QUESTION(S): If you would draw the "scope" of resp...
# general
p
QUESTION(S): If you would draw the "scope" of respectively "functional testing" (owned by the provider) and "contract testing" (owned by the consumers) as a Venn diagram, (a) would you fully include the "contract testing" circle/set within the "functional testing" circle/set, or (b) would you have a part of the "contract testing" circle/set not included within the "functional testing" circle/set? If you would go with option (b), what would be a representative example of a "contract test" not being as well a good "functional test"? I do have my own answers to these questions - being more "dynamic" than just replying (a) or (b) - but, I am wondering what are your thoughts... P.S. This question has been triggered by the great video "Best practices for writing consumer tests" with @Beth (pactflow.io/Pact Broker/pact-ruby) |

https://www.youtube.com/watch?v=oPuHb9Rl8Zo&t=1333s

y
Great discussion topic @Patrice Krakow I think my answer would be it depends on my current client situation and problem they are trying to solve. Without contract testing I would expect to have functional testing at both the provider and consumer side with unit tests and component integration tests. These would use mocks/doubles and could go out of sync from the providing service. We would normally have system integration tests that run through some smoke/sanity tests of core user flows when its deployed into a shared environment. This is where we would see our biggest problems, where regressions were introduced not due to changes in the functional flow, but due to the messaging exchange breaking down due to a schema change in an API. Contract testing plugged that gap, and the way the pacts are generated in the consumer side code, means the pacts are generated as a side effect of the functional testing taking place on the consumer side. (so I would use a unit testing framework such as jest to assert that my client does whatever it should with a valid response, as I assert against the clients output) so getting my functional testing covered, but with the benefit of generating that pact for provider verification, ensuring that when we deploy we don't have a regression because of a schema change.

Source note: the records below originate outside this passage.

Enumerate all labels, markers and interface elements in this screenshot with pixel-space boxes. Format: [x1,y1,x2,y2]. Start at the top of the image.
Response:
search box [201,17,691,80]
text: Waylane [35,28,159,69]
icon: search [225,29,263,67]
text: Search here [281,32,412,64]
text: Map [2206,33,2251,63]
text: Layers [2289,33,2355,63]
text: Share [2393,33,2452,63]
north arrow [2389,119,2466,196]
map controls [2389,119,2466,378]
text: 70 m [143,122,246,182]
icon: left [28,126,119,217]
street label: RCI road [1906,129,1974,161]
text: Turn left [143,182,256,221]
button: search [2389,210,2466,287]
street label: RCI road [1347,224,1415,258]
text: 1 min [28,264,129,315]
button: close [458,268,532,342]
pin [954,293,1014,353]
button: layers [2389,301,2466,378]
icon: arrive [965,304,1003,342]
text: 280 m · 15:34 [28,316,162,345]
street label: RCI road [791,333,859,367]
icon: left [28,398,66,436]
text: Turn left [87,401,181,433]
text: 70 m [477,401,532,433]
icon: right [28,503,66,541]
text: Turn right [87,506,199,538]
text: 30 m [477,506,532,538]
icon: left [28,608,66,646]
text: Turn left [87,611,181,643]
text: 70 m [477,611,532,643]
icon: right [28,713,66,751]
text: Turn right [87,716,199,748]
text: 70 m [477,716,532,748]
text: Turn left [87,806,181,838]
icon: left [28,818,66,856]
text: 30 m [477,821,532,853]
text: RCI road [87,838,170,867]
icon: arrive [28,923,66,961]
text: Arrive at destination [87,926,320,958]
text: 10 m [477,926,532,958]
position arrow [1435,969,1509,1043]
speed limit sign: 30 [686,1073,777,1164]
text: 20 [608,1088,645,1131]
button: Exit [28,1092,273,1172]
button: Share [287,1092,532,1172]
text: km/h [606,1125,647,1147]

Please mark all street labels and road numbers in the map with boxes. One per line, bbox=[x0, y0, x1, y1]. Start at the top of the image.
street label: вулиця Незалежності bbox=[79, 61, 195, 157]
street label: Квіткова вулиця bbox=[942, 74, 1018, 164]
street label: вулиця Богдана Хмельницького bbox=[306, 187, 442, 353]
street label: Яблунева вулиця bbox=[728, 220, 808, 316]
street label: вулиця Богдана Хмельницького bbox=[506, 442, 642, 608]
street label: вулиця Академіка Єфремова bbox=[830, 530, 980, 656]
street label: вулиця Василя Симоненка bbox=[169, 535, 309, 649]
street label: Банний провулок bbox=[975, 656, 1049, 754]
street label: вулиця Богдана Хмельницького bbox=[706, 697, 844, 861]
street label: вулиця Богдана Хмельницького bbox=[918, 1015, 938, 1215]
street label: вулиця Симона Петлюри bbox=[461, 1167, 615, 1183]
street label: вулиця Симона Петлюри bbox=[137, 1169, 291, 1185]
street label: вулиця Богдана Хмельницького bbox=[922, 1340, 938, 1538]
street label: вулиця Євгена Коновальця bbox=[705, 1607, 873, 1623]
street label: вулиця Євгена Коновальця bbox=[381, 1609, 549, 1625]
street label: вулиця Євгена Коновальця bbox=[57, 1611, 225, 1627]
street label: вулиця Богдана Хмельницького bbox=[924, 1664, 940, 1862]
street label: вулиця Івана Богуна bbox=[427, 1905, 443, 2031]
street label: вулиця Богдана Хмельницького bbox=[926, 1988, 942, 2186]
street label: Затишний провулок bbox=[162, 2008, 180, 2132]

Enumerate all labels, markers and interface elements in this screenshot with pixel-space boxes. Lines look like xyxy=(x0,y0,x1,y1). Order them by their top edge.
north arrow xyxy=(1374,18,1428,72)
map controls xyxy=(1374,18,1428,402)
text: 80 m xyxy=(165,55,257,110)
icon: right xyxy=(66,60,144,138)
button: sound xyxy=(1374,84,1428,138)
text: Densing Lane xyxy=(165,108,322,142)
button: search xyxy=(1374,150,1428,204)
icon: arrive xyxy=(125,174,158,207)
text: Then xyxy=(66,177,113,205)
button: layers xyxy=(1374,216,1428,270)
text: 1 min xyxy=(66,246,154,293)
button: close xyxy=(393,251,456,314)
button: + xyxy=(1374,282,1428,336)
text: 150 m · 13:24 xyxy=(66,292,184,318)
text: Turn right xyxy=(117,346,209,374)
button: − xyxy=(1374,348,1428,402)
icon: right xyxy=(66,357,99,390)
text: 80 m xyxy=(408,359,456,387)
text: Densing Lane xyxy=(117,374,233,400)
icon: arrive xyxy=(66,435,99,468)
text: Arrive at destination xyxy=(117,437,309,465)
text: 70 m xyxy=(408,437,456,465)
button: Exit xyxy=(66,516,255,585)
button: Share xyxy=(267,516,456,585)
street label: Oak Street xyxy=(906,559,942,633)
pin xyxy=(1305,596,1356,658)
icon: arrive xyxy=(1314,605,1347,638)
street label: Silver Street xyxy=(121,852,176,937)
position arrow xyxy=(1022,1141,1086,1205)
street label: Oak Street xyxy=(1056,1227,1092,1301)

We might still find that a system integration test may still fail but just to application logic and not message schema. On the provider side, the contract verification isn't about functionally testing the providers business logic.
p
I was writing my question in the context of https://docs.pact.io/consumer#use-pact-for-contract-testing-not-functional-testing-of-the-provider, avoiding the pitfall of having the consumer testing the provider API. The goal of the consumer is not to discover bugs in the provider (though this might come up as a by-product). So, it is clear that the functional testing of the provider API goes beyond a specific Pact written by a specific customer. So, from a Venn diagram perspective the "provider functional testing scope" is certainly not included in the "consumers contract testing scope". The fact that discovering bugs in the provider [...] might come up as a by-product, makes it clear that there is a non-empty intersection between the "consumers contract testing scope" and the "provider functional testing scope". Then, the last question is if the "consumers contract testing scope" is fully included in the "provider functional testing scope", or if there are tests in the "consumers contract testing scope" that are not in the "provider functional testing scope". My answer is "eventually no". Let me explain... The goal of the "provider functional testing" is to ensure that the provider does the right thing with a request, coming for any/all consumers! So, it's a "no". However, there is a dynamic. When the provider first defines its functional tests, you cannot expect him to cover all possible requests, and the contract tests from the consumers can enrich its functional tests. So, a contract test will be either already included within the "provider functional testing scope", or the provider will extend its functional tests in order to have it eventually included. So, as shown in the diagram below, I would see the "provider functional testing scope" successively expanding with new contract tests to eventually cover the "consumers contract testing scope". Note that, ideally, at each "iteration" the intersection is bigger making the needed expansion smaller/easier and smaller/easier.